*** PROVIDED RECORDS ***

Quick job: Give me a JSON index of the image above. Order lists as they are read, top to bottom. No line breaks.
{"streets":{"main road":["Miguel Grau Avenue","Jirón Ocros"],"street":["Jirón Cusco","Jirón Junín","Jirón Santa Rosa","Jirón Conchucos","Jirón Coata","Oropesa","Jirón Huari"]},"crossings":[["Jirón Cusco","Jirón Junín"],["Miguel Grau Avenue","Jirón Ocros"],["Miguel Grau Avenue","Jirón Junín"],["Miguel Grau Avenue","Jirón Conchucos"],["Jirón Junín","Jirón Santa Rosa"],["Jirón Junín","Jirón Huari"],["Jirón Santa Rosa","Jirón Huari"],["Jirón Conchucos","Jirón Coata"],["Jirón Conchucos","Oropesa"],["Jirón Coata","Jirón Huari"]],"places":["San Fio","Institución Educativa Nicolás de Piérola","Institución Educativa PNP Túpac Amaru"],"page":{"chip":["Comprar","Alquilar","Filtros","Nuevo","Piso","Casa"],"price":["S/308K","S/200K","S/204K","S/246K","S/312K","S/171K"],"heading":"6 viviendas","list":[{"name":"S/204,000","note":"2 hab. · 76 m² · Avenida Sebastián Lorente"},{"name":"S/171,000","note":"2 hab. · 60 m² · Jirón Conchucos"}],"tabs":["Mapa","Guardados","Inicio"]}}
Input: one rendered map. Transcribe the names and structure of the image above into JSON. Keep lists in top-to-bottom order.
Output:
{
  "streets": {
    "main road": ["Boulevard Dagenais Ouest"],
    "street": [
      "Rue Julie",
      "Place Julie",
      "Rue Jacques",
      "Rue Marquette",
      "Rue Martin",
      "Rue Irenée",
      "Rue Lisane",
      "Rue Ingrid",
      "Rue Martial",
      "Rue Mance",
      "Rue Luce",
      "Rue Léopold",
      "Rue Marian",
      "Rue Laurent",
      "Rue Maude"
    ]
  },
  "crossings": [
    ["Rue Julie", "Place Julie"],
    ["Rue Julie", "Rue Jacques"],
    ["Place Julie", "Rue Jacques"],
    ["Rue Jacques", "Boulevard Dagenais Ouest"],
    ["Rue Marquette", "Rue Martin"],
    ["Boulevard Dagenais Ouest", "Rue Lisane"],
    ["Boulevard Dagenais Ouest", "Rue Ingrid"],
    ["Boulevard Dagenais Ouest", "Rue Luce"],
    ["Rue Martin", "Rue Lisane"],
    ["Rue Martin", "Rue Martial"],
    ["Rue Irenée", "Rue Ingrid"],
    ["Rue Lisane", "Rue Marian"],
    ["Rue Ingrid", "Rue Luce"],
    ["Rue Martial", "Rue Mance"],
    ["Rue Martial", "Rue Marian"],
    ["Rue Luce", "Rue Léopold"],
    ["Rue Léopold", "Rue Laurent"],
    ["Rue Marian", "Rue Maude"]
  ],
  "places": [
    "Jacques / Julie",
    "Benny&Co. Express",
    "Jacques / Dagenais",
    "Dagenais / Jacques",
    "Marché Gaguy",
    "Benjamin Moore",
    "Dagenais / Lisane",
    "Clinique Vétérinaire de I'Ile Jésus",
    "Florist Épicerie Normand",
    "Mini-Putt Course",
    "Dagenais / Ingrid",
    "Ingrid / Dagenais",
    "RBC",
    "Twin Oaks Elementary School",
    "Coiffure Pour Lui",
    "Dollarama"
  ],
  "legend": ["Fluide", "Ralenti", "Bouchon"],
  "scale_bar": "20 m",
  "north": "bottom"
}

***

### EXERCISE
Determine how many lines of the entries above carry the string "Ingrid", and give that number alone.

### RESULT
6